Astronomers around the world chased after the mysterious space rock with their telescopes, collecting as much data as they could as it sped away. Their observations revealed a truly unusual object with puzzling properties. Scientists have long predicted an interstellar visitor would someday coast into our corner of the universe, but not something like this.

“The more I study this object, the more unusual it appears, making me wonder whether it might be an artificially made probe which was sent by an alien civilization,” Avi Loeb, the chair of Harvard’s astronomy department and one of Milner’s advisers on Breakthrough Listen, wrote in the email to Milner.

A day later, Milner’s assistant summoned Loeb to Milner’s home in Palo Alto. They met there this past Saturday to talk about ‘Oumuamua, a Hawaiian word for “messenger.” Loeb ran through the space rock’s peculiarities, particularly its elongated shape, which looks like a cigar or needle—an odd shape for a common space rock.
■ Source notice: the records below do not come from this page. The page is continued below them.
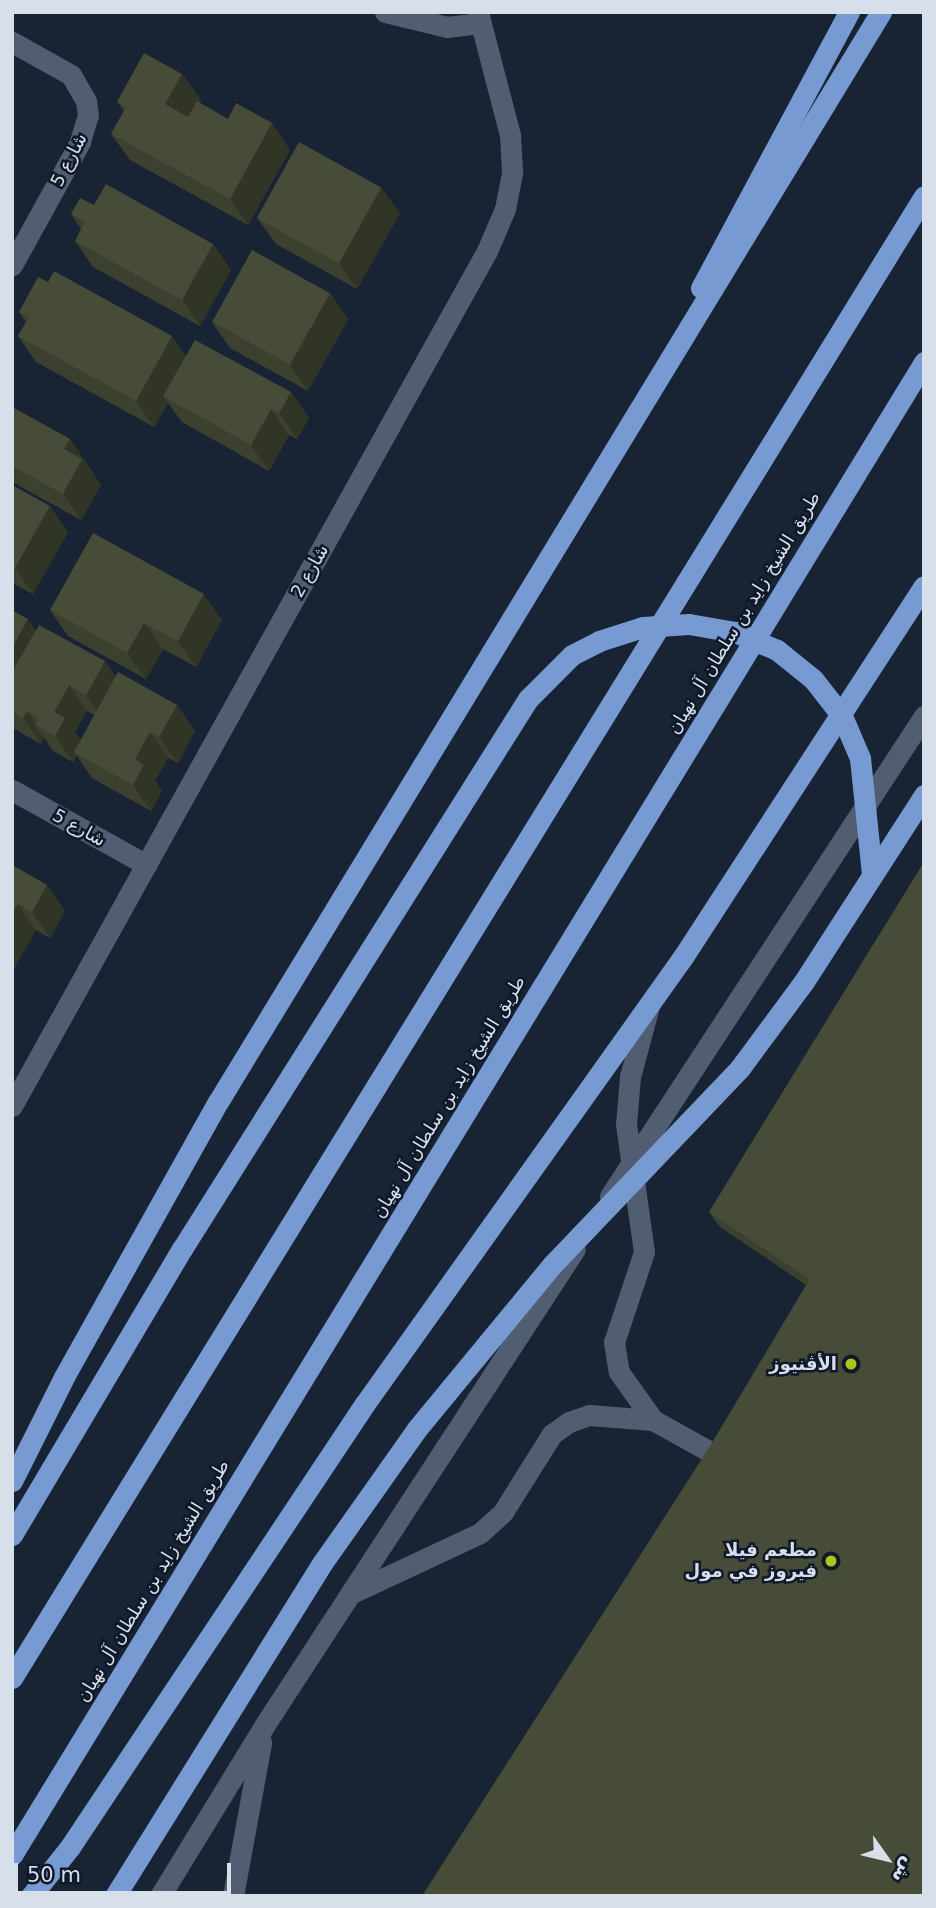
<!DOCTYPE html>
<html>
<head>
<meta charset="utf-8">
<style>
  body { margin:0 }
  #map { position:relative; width:936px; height:1908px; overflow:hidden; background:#182333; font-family:"DejaVu Sans","Noto Naskh Arabic",sans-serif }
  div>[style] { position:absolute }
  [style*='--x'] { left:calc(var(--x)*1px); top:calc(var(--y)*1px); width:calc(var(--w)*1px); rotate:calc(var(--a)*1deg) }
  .minor>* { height:21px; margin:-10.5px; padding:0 10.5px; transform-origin:10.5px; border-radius:10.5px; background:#515d70 }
  .highway>* { height:21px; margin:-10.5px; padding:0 10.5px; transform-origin:10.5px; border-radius:10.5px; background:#789ad2 }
  .wall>* { inset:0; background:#3c412f }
  .shaded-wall>* { inset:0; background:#313526 }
  .building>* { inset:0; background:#464c37; transform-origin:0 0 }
  .dots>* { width:19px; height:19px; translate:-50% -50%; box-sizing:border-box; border:4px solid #0f1929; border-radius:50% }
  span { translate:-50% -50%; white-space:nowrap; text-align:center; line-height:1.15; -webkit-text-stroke:5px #0f1929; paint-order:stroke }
  .street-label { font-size:18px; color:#d7dfea }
  .poi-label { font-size:18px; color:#d7dfea; font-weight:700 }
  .right { translate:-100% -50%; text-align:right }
  .frame { position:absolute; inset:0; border:14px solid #d7dfea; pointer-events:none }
  .north { position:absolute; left:852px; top:1824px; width:70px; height:70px; -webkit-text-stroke:5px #0f1929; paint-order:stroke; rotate:124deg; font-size:19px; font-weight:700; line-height:28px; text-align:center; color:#d7dfea }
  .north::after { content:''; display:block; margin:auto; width:24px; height:32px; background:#d7dfea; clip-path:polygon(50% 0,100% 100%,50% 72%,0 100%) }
  .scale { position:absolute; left:14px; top:1863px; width:217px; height:32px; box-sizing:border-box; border:4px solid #d7dfea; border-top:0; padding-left:9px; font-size:21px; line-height:24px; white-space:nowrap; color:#d7dfea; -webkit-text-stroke:5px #0f1929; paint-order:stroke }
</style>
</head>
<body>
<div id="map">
  <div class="minor">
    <div style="--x:385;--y:12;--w:64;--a:13.6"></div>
    <div style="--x:447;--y:27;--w:34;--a:-7"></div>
    <div style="--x:12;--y:42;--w:68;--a:29.2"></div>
    <div style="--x:71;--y:75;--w:30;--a:60"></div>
    <div style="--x:86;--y:101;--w:14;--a:82"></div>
    <div style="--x:88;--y:115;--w:28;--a:107"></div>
    <div style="--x:80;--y:142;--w:141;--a:118.9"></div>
    <div style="--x:12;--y:790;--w:154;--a:29.1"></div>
    <div style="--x:649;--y:1006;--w:73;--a:105"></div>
    <div style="--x:630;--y:1077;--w:47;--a:94.9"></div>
    <div style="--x:626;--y:1124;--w:129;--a:82"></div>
    <div style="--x:644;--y:1252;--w:95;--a:108.4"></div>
    <div style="--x:614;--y:1342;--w:30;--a:81"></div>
    <div style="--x:619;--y:1372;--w:59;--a:54.7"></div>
    <div style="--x:12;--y:1106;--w:978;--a:-60.95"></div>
    <div style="--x:487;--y:251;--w:46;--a:-66.8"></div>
    <div style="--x:505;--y:209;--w:38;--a:-79"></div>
    <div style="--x:512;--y:172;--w:37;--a:-93"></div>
    <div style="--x:510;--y:135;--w:127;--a:-104.6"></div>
    <div style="--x:610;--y:1196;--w:574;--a:-56.81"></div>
    <div style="--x:352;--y:1593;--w:141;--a:-25.1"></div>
    <div style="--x:480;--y:1533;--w:31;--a:-42"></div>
    <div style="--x:503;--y:1512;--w:92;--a:-57.9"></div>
    <div style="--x:552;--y:1434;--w:21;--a:-35"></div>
    <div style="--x:569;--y:1422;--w:21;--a:-19"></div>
    <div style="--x:589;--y:1415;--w:64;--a:4.5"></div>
    <div style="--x:653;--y:1420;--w:80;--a:29.1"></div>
    <div style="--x:160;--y:1896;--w:199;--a:-58.5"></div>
    <div style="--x:264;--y:1726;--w:569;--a:-56.9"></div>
    <div style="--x:233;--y:1896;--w:156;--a:-79.6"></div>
  </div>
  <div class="highway">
    <div style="--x:701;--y:288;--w:313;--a:-61.8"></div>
    <div style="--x:12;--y:1481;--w:116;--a:-63.4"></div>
    <div style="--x:64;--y:1377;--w:315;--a:-60.8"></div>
    <div style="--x:218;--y:1102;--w:1276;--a:-58.69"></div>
    <div style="--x:12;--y:1535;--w:333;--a:-59.3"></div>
    <div style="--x:182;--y:1249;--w:650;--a:-57.83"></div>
    <div style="--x:528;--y:699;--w:62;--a:-45"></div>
    <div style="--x:572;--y:655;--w:30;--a:-27"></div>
    <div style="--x:599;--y:641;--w:46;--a:-17.7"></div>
    <div style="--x:643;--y:627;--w:46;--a:-3.7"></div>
    <div style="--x:689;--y:624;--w:47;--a:9.9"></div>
    <div style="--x:735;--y:632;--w:46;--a:23.2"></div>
    <div style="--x:777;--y:650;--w:46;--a:38.9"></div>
    <div style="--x:813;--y:679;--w:47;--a:51.9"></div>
    <div style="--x:842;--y:716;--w:46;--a:66.8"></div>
    <div style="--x:860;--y:758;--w:118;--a:84.1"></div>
    <div style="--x:12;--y:1678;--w:1740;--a:-58.39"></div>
    <div style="--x:12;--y:1855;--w:1750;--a:-58.58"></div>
    <div style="--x:31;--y:1896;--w:63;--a:-51.5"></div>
    <div style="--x:70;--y:1847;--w:531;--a:-56.37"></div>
    <div style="--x:364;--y:1405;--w:550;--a:-54.55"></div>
    <div style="--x:683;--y:957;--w:442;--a:-57"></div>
    <div style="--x:115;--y:1896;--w:393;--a:-58.1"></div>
    <div style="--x:323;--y:1562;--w:161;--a:-54.8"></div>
    <div style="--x:416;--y:1430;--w:214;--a:-50.5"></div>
    <div style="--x:552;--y:1265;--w:272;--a:-46.3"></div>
    <div style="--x:740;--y:1068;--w:106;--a:-53.5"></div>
    <div style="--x:803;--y:983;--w:224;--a:-57.2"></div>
  </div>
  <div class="wall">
    <div style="clip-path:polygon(182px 74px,201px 100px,199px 103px,228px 119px,290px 150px,248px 225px,130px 160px,111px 134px,124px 111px,117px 102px)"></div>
    <div style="clip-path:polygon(94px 205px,213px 244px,231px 270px,200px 326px,93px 267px,75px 241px,81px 229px,71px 214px)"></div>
    <div style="clip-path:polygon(400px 213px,357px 289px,276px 244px,257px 218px)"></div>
    <div style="clip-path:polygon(48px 282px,186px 356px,291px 392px,309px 418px,297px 439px,289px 435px,269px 471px,182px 422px,168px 403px,154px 427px,36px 362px,18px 336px,26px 322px,19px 312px)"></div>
    <div style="clip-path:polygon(330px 293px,348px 319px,308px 391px,230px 348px,212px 322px)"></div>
    <div style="clip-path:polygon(12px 407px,70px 439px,101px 485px,81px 520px,12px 482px)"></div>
    <div style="clip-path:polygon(12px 485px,68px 532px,33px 594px,12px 583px)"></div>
    <div style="clip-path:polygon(evenodd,12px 610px,36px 630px,116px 676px,177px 705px,195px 731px,178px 763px,168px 758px,155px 781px,162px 791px,151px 811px,92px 778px,77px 756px,73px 762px,53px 751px,44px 738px,41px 744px,14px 729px,12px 727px,12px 610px,87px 711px,94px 715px,81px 740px,75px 732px,87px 711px)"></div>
    <div style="clip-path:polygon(50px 610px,222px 620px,196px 667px,163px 649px,146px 679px,68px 636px)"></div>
    <div style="clip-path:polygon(924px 862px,924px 1896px,712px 1443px,806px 1285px,720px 1227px,709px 1212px)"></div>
    <div style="clip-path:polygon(12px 865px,47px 885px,65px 911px,50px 938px,36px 930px,12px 972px)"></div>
  </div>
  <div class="shaded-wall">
    <div style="clip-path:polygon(182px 74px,201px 100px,184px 130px,165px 104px)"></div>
    <div style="clip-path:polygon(272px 123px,290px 150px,248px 225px,230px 199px)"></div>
    <div style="clip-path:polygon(381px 187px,400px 213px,357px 289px,339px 263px)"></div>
    <div style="clip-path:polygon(213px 244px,231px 270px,200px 326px,182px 300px)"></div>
    <div style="clip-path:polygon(330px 293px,348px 319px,308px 391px,290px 365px)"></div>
    <div style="clip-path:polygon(172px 336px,190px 362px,163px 396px,168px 403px,154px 427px,136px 401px)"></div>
    <div style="clip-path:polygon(291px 392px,309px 418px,297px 439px,279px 413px)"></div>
    <div style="clip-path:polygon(271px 409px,289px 435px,269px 471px,251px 445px)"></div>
    <div style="clip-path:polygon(70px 439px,101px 485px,81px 520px,63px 494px,64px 449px)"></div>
    <div style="clip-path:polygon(50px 506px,68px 532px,33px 594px,15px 568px)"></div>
    <div style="clip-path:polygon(204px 594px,222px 620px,196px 667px,178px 641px)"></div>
    <div style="clip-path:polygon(28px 619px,46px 645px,24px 686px,12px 669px,12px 648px)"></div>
    <div style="clip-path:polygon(144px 623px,163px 649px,146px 679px,127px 653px)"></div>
    <div style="clip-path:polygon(105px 661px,123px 687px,104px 721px,86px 695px)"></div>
    <div style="clip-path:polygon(69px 685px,87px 711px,75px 732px,83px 744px,74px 752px,77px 756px,73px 762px,55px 736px,54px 712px)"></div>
    <div style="clip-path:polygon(177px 705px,195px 731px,178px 763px,159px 737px)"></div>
    <div style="clip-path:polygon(27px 711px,38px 727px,35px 725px,44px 738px,41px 744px,23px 718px)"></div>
    <div style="clip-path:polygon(150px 732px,168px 758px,155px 781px,162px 791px,151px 811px,133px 785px,135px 759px)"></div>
    <div style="clip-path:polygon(47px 885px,65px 911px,50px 938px,32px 912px)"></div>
    <div style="clip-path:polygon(18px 904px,36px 930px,12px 972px,12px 913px)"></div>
  </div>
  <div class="building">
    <div style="clip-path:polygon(144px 53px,182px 74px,165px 104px,188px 117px,197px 101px,228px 119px,236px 103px,272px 123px,230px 199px,111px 134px,126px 107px,117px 102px)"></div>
    <div style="left:299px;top:142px;width:94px;height:87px;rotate:29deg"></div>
    <div style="clip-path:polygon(106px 184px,213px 244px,182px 300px,75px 241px,85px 222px,71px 214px,80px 198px,94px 205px)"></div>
    <div style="left:252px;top:250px;width:89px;height:82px;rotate:29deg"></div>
    <div style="clip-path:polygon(54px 271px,172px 336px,136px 401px,18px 336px,29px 317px,19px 312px,38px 277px,48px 282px)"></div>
    <div style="clip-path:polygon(195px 340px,291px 392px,279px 413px,271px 409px,251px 445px,163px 396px)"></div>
    <div style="clip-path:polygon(12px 407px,70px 439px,64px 449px,82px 459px,63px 494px,12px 466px)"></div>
    <div style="clip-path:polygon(12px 485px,50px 506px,15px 568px,12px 567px)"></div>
    <div style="clip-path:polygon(93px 533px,204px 594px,178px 641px,144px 623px,127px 653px,50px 610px)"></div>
    <div style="clip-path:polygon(12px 610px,28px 619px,12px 648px)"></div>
    <div style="clip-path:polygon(39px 625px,105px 661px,86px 695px,69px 685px,54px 712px,65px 718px,55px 736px,35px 725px,39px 718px,27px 711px,23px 718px,12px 712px,12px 672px)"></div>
    <div style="clip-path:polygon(118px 672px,177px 705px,159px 737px,150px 732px,135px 759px,144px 765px,133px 785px,74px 752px)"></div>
    <div style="clip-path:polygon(924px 862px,924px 1896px,422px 1896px,712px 1443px,810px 1279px,709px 1212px)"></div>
    <div style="clip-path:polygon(12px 865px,47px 885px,32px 912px,18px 904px,12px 913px)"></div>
  </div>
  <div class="dots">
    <div style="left:851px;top:1364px;background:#a9c71b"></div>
    <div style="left:831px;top:1561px;background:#a9c71b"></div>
  </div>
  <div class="street-label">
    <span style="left:69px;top:160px;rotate:-63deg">شارع 5</span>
    <span style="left:310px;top:571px;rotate:-61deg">شارع 2</span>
    <span style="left:744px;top:613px;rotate:-59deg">طريق الشيخ زايد بن سلطان آل نهيان</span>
    <span style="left:79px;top:828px;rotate:29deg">شارع 5</span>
    <span style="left:449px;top:1097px;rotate:-59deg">طريق الشيخ زايد بن سلطان آل نهيان</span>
    <span style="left:153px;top:1581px;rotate:-59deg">طريق الشيخ زايد بن سلطان آل نهيان</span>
  </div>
  <div class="poi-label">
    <span class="right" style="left:837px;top:1364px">الأڤنيوز</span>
    <span class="right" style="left:817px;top:1561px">مطعم فيلا<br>فيروز في مول</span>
  </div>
  <div class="frame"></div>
  <div class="north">ش</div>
  <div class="scale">50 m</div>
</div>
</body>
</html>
For Milner, the object was becoming too intriguing to ignore. So he’s decided to take a closer look."

 

NASA’s plan to save Earth from a giant asteroid

"Between 1988 and 2017, NASA recorded over 700 fireballs created by foreign objects entering our atmosphere. While the odds of a direct hit are extremely low, the sheer number of occurrences is enough to make us wonder: could another strike occur? If so, how dangerous would it be? After all, dinosaur extinction was likely caused by a major asteroid colliding with Earth near present-day Chicxulub, Mexico.

Hoping to avoid a similar fate for humanity, NASA scientists are currently developing techniques to detect and prepare for a significant asteroid collision. As part of their efforts, they have developed three different plans for how humans could deflect an asteroid and steer it away from impacting Earth."

 

Let's check in with our new masters, shall we?
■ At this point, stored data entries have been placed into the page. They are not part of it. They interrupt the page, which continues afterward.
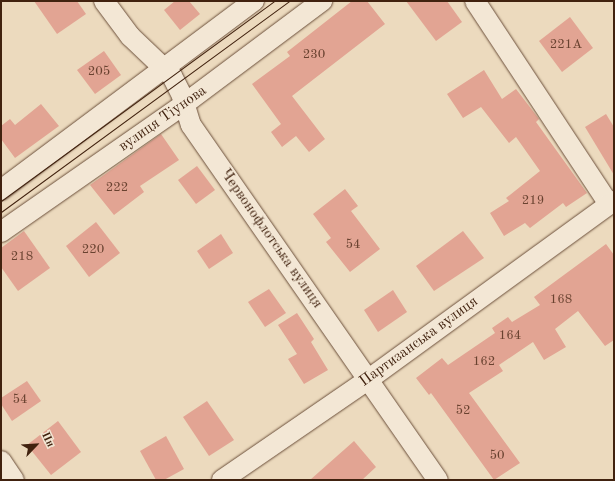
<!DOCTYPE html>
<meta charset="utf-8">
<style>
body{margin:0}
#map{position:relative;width:615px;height:481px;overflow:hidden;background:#ecdabe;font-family:"Old Standard TT",serif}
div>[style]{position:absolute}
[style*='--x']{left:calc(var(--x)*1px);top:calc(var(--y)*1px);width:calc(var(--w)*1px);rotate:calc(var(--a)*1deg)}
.building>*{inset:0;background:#e2a493}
.roads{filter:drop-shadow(0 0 1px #6c503b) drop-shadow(0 0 1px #6c503b)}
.street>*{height:20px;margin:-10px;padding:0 10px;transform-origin:10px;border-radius:10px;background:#f3e7d5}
.tram>*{height:1px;margin:-0.5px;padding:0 0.5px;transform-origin:0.5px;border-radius:0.5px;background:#41220f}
span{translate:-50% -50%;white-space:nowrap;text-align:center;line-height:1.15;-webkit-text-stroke:3.5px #f3e7d5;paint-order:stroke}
.number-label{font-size:13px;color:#694230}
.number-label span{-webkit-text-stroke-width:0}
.street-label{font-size:15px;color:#41220f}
.frame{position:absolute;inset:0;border:2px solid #41220f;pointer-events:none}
.north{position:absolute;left:16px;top:425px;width:40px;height:40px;-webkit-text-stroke:3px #f3e7d5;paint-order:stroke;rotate:65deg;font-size:11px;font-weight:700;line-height:16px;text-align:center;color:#41220f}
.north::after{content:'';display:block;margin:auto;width:14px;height:18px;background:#41220f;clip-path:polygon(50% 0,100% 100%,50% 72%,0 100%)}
</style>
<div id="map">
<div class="building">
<i style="clip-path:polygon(34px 1px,77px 1px,86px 14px,57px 34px)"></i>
<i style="clip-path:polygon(175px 1px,189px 1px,200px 14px,180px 30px,164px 10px)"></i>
<i style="clip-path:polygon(352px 1px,367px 1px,385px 24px,292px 96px,325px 139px,309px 152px,296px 136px,282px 147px,271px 132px,281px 124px,252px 84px,290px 56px,287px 52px)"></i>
<i style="clip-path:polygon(406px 1px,447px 1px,462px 22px,436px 41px)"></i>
<i style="clip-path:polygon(570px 17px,593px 48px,562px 72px,539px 41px)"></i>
<i style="clip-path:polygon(104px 51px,121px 75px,95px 94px,77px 70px)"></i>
<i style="clip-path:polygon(484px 70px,502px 99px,516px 89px,539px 119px,536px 122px,587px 193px,566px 207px,563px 203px,530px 228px,525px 223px,504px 236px,490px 213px,509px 201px,506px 198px,540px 171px,516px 137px,509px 143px,481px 107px,463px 118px,447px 94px)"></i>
<i style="clip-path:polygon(41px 104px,59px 126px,15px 158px,1px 139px,1px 126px,10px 119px,15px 125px)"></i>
<i style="clip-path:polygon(606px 114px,614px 127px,614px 175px,585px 127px)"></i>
<i style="clip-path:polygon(161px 134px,179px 160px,140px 186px,144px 192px,114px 215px,90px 185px)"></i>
<i style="clip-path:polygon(197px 166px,215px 190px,196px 204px,178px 180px)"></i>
<i style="clip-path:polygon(345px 189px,358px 206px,351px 211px,380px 249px,350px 272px,326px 242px,331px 238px,313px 214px)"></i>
<i style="clip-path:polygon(96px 222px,120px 253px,89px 277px,66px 246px)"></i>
<i style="clip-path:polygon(24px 231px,50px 268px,18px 291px,1px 267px,1px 248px)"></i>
<i style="clip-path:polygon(463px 231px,484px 258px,434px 291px,416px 266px)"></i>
<i style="clip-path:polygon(221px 234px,233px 253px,209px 269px,197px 251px)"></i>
<i style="clip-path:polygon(606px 244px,614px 255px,614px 340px,605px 346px,578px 311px,555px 329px,566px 347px,544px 360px,533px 342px,499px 365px,503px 371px,469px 393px,520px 463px,494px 480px,431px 393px,429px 395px,416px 378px,442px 358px,448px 365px,495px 333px,492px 328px,508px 317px,512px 322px,540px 305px,534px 297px)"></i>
<i style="clip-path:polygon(269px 289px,286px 313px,265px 327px,248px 302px)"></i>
<i style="clip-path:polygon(393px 290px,407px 312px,378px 332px,364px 310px)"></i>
<i style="clip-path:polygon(297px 313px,314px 339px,311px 342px,328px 370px,304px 384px,288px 359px,297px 354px,278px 325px)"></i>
<i style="clip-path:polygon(27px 381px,41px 401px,12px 421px,1px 404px,1px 398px)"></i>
<i style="clip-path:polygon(207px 401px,234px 440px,209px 456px,183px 417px)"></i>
<i style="clip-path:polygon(58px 421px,81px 452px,51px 475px,27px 445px)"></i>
<i style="clip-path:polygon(166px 436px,184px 469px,164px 480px,156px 480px,140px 451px)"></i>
<i style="clip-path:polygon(354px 441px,376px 467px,362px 480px,310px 480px)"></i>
</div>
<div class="roads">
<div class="street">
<i style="--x:104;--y:1;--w:44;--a:53.4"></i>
<i style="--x:130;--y:36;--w:58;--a:43.6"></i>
<i style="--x:172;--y:76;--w:22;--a:63"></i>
<i style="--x:182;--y:96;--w:30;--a:73"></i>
<i style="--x:191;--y:125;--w:432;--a:55.2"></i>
<i style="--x:475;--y:1;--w:243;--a:56.6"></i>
<i style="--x:1;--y:190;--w:316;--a:-36.8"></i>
<i style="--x:1;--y:232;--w:222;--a:-34.9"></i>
<i style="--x:183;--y:105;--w:174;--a:-36.8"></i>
<i style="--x:1;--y:461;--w:23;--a:56"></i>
<i style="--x:222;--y:480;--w:178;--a:-34.5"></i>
<i style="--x:369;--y:379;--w:303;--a:-36"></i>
</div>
</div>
<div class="tram">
<i style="--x:1;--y:201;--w:338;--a:-36.2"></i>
<i style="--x:1;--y:212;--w:357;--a:-36.2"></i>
</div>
<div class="number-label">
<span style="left:566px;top:45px">221А</span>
<span style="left:314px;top:55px">230</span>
<span style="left:99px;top:72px">205</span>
<span style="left:117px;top:188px">222</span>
<span style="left:533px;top:201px">219</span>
<span style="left:353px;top:245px">54</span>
<span style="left:93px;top:250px">220</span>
<span style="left:22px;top:257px">218</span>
<span style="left:561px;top:300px">168</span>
<span style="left:510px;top:336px">164</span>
<span style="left:484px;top:362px">162</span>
<span style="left:20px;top:400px">54</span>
<span style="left:463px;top:411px">52</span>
<span style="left:497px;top:456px">50</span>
</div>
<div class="street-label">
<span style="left:163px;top:119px;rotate:-35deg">вулиця Тіунова</span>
<span style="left:271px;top:239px;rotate:55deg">Червонофлотська вулиця</span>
<span style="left:419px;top:342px;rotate:-36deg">Партизанська вулиця</span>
</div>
<div class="frame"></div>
<div class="north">Пн</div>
</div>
New robots can see into their future

"University of California, Berkeley, researchers have developed a robotic learning technology that enables robots to imagine the future of their actions so they can figure out how to manipulate objects they have never encountered before. In the future, this technology could help self-driving cars anticipate future events on the road and produce more intelligent robotic assistants in homes, but the initial prototype focuses on learning simple manual skills entirely from autonomous play."

+ GOOD START. GOOD. START.

+ More on robots and AI, here:

Inside Baidu's bid to lead the AI revolution

Alpha Zero’s “Alien” Chess Shows the Power, and the Peculiarity, of AI

Robots are fueling the quiet ascendance of the electric motor

 

This feels like a rational question to ask

"Is there a limit to (human) scientific understanding?

There are two reasons why this might (be the case).

The optimistic one is that we clean up and codify certain areas (such as atomic physics) to the point that there’s no more to say.

A second, more worrying possibility is that we’ll reach the limits of what our brains can grasp. There might be concepts, crucial to a full understanding of physical reality, that we aren’t aware of, any more than a monkey comprehends Darwinism or meteorology. Some insights might have to await a post-human intelligence."